▶ _Your objective_
From the entries below, please gather each line containing the string "family".

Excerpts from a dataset
◆ ◆ ◆

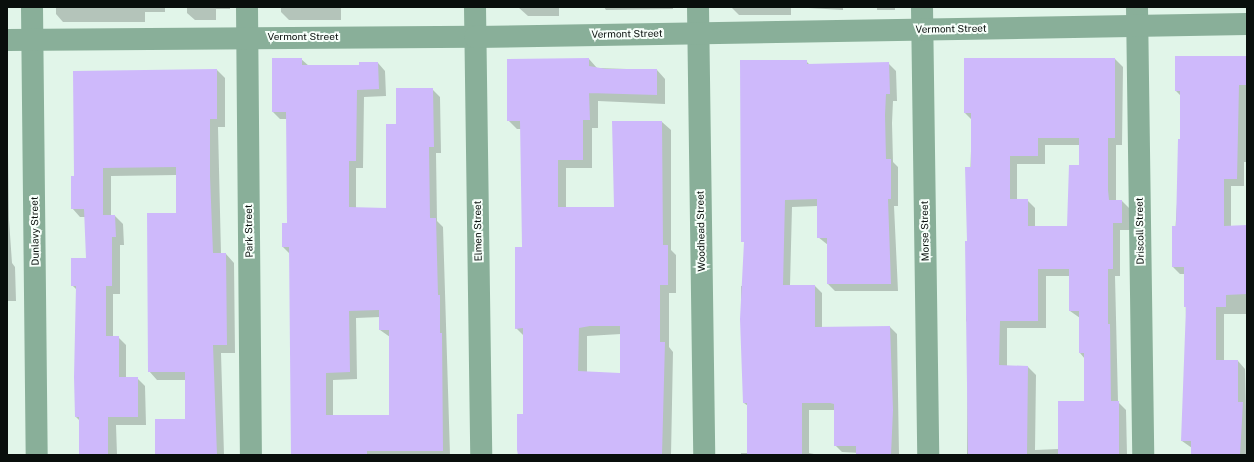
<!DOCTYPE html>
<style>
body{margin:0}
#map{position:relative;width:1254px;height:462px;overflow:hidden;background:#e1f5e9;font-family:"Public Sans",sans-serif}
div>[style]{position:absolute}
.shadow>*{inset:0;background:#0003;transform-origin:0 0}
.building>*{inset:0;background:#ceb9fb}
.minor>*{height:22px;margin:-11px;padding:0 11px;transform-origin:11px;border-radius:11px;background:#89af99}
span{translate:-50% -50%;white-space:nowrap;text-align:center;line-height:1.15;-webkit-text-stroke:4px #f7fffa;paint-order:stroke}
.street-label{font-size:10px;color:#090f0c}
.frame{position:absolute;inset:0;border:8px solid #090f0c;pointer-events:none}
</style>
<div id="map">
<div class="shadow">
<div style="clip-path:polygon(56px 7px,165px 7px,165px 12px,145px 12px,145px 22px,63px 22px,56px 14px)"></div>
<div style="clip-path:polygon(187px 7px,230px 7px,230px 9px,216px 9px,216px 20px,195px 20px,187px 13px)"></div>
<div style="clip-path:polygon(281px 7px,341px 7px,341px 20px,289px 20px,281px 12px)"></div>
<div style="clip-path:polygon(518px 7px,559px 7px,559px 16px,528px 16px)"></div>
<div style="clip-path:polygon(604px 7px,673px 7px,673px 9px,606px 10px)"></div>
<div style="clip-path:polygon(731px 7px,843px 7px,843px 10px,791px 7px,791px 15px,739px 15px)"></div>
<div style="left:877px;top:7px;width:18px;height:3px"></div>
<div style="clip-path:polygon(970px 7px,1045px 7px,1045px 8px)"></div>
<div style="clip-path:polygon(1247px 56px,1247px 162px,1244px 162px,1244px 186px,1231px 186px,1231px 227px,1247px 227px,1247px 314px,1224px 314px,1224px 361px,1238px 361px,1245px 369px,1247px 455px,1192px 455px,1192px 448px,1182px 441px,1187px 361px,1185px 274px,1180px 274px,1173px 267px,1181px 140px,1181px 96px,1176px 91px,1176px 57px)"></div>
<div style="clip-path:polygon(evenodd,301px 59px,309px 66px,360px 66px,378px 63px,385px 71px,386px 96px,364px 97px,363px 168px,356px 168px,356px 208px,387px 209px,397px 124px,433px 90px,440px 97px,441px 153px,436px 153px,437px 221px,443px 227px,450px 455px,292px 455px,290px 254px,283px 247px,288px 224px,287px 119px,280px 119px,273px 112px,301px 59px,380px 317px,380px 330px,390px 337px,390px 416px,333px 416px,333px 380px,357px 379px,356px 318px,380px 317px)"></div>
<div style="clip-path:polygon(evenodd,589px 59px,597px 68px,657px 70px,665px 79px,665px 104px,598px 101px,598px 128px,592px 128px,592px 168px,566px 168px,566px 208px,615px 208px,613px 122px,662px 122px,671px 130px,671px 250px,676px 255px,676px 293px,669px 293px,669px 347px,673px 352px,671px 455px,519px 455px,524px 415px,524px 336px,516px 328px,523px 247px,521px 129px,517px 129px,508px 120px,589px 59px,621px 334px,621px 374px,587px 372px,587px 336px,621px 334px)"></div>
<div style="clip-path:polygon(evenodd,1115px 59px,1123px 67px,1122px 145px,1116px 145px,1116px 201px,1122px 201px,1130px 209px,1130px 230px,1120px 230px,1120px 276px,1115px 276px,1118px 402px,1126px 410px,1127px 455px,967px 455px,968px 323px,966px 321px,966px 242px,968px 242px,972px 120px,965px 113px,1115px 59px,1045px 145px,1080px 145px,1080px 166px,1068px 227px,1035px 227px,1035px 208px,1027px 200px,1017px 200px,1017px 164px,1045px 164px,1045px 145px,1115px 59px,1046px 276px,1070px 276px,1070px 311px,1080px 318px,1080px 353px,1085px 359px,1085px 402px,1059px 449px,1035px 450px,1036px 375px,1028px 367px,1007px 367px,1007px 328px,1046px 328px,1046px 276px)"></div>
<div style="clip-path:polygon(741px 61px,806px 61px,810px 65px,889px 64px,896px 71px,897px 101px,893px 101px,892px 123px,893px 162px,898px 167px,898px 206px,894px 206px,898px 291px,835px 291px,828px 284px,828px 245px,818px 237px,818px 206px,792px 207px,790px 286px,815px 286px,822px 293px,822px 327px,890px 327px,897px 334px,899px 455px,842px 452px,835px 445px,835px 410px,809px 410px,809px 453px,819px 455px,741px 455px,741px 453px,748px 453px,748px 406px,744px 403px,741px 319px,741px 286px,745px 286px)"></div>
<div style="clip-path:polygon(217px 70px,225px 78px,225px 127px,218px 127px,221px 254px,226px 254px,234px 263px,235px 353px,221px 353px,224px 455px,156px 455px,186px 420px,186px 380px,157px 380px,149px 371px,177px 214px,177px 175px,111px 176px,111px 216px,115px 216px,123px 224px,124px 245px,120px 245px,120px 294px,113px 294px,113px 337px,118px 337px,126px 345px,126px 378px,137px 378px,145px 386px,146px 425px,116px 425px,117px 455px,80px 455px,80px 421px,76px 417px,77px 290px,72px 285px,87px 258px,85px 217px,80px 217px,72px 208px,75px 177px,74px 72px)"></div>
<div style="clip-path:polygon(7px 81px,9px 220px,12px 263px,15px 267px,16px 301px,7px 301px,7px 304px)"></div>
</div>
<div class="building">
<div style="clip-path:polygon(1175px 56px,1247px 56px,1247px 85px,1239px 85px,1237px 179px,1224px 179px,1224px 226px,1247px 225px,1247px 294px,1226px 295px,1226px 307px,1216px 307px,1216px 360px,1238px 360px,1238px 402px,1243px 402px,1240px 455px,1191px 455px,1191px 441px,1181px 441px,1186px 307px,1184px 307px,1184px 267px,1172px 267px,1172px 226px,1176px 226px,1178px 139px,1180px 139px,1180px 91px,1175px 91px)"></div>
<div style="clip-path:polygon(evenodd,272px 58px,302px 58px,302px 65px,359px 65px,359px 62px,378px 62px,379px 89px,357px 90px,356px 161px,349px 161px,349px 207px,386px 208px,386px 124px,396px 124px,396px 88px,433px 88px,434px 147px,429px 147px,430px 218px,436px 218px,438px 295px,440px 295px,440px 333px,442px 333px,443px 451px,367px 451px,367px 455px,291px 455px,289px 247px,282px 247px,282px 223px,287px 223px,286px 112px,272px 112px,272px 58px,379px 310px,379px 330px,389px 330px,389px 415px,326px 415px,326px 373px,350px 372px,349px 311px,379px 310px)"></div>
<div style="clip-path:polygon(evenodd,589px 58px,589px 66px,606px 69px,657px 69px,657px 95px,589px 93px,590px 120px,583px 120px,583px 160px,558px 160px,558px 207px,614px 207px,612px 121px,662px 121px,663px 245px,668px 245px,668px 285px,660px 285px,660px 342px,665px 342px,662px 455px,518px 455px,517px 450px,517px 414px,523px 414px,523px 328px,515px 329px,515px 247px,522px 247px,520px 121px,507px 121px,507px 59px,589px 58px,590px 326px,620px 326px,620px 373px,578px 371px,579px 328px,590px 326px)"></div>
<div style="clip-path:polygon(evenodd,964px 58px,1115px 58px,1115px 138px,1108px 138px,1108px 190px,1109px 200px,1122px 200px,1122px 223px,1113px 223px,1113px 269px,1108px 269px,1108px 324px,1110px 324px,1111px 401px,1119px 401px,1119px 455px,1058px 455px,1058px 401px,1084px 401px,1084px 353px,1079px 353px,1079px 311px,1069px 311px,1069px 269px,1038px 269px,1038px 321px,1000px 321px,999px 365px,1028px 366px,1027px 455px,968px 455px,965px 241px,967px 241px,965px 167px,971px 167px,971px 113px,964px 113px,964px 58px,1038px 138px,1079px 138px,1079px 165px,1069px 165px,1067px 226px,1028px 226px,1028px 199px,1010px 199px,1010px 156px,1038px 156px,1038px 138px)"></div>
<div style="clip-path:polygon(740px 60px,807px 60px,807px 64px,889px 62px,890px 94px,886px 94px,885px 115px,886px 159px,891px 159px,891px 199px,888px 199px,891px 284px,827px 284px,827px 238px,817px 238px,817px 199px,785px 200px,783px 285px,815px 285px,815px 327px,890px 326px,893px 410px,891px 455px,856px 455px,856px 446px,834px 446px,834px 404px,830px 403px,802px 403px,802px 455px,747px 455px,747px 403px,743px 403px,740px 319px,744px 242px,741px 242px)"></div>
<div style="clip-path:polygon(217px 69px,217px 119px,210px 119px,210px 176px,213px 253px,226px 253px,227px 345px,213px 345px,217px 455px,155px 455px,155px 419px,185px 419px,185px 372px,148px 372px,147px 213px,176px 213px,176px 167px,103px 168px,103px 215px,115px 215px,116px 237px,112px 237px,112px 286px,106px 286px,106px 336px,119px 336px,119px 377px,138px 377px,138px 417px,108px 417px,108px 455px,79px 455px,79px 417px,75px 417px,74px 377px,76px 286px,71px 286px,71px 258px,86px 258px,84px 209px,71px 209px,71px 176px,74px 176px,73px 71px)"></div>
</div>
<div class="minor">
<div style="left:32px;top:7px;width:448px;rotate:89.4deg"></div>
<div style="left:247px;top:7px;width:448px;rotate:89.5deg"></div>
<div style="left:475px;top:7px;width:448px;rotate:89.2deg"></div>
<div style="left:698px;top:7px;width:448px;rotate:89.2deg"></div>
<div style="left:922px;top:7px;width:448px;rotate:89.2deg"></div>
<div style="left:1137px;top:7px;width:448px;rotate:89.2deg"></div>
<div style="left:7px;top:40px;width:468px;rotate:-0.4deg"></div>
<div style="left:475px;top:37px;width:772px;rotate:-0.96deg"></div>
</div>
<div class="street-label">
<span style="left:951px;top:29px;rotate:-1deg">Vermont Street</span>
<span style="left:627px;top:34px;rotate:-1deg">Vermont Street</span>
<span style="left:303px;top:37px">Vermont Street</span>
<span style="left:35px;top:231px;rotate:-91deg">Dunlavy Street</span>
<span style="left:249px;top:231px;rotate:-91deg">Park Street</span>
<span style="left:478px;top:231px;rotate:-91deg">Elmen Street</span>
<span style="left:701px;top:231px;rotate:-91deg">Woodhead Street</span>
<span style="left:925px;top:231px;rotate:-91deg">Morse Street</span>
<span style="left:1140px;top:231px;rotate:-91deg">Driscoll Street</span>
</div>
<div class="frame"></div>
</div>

◆ ◆ ◆

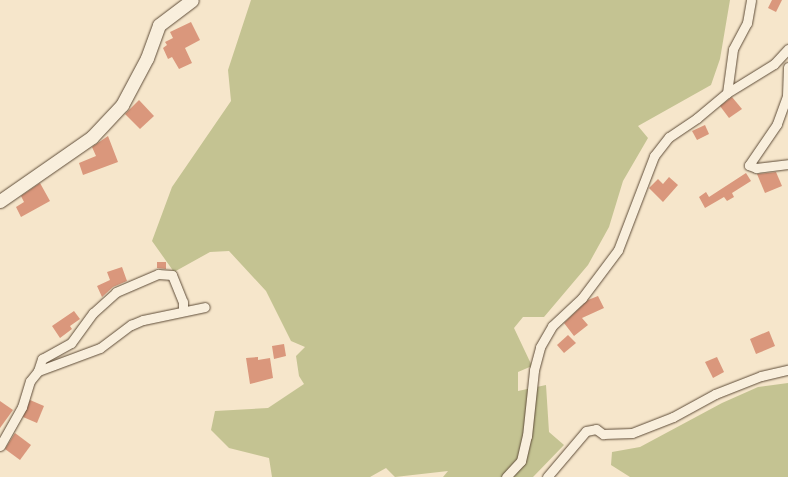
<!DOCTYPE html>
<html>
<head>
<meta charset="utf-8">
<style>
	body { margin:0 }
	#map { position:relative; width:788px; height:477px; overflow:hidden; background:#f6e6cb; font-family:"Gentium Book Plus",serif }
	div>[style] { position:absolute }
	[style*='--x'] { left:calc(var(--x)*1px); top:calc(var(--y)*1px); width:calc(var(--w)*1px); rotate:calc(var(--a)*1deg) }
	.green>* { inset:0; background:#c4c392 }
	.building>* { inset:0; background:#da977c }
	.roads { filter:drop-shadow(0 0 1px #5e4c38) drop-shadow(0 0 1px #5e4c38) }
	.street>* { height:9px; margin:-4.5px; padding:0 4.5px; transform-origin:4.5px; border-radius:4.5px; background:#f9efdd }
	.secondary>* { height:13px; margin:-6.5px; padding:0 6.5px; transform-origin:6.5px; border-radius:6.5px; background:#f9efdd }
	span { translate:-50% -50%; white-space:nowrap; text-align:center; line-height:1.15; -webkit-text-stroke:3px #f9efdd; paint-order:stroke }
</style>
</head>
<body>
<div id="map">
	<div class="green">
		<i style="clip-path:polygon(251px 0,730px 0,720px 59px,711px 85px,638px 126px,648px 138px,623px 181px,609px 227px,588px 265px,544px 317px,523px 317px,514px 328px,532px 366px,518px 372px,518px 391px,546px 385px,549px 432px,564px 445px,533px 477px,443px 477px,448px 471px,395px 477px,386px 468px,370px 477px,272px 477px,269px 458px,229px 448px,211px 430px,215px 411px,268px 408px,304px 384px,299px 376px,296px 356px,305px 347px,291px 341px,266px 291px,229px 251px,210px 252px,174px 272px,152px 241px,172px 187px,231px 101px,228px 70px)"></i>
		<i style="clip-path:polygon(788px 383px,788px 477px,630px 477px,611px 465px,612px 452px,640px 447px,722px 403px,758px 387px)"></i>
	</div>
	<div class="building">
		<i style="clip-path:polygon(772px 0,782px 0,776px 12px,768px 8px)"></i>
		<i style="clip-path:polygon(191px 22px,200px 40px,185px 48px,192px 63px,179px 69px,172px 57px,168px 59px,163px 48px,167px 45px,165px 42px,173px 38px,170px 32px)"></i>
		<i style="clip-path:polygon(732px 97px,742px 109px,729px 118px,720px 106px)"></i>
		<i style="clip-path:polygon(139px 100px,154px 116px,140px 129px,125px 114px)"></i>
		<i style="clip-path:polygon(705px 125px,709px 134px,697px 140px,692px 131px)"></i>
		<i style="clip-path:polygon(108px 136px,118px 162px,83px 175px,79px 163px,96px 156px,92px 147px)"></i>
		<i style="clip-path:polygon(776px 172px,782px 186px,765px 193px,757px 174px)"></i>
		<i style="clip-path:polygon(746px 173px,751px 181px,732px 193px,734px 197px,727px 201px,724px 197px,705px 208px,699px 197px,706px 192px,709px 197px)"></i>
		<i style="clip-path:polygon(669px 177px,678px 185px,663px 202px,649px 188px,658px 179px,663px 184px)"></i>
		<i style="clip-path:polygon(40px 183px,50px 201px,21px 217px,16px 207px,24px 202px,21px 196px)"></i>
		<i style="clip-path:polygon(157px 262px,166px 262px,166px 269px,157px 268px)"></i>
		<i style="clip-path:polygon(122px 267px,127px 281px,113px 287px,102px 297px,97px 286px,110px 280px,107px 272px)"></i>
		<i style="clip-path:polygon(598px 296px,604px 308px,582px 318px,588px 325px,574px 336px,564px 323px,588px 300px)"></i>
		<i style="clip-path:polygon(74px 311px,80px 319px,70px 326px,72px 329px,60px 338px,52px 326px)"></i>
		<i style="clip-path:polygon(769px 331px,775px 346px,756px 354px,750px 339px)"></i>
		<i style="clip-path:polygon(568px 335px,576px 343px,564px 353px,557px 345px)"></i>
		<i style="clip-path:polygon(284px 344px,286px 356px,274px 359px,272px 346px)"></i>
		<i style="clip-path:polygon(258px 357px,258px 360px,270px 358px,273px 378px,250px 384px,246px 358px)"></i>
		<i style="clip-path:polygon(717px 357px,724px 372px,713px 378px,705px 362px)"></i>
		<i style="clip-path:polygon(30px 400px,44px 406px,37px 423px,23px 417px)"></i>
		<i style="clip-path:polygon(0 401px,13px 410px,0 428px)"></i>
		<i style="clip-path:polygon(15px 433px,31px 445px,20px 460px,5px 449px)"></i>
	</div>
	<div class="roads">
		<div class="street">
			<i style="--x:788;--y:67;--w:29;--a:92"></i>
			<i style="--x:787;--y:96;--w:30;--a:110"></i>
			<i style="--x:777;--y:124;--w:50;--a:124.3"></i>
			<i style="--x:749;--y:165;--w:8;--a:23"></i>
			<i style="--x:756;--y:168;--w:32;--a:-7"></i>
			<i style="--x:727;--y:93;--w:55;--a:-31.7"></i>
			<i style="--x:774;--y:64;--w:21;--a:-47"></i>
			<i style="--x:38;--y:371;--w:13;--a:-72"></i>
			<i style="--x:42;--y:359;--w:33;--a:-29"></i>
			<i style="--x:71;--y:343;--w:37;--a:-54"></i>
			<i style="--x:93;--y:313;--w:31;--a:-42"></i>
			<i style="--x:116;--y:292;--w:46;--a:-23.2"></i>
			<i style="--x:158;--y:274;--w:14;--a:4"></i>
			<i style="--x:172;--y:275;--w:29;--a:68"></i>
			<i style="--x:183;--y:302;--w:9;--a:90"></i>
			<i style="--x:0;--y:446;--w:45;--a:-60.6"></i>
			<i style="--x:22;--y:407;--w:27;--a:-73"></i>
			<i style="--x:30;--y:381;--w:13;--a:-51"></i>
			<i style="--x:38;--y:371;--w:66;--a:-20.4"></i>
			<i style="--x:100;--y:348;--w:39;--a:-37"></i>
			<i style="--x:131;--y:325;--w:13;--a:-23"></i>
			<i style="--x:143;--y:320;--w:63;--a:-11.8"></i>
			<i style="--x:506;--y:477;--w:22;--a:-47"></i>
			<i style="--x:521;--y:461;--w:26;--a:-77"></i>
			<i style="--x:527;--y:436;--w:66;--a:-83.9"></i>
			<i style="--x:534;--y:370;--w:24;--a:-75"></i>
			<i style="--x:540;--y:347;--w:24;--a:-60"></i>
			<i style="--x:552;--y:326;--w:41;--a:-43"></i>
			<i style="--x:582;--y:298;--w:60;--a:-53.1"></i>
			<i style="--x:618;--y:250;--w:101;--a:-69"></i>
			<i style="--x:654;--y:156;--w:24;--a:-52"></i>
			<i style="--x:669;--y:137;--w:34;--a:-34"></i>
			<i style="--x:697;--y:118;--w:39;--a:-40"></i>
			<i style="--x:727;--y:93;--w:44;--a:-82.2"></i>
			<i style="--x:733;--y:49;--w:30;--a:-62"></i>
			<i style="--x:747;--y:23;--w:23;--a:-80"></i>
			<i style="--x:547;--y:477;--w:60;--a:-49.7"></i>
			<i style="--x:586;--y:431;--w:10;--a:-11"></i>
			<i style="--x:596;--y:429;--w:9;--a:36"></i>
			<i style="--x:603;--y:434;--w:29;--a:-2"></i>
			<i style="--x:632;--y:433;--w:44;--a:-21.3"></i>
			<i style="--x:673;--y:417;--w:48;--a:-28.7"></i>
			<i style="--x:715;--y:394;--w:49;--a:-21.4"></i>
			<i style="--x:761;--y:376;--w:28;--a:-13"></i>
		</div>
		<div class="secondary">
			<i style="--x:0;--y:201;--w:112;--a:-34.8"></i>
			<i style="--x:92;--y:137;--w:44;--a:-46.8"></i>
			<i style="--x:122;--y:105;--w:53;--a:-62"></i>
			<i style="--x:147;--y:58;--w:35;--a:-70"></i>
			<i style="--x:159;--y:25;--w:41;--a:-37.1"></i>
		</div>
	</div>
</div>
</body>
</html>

◆ ◆ ◆

▶ _Output for this exercise_
#map{position:relative;width:1254px;height:462px;overflow:hidden;background:#e1f5e9;font-family:"Public Sans",sans-serif}
	#map { position:relative; width:788px; height:477px; overflow:hidden; background:#f6e6cb; font-family:"Gentium Book Plus",serif }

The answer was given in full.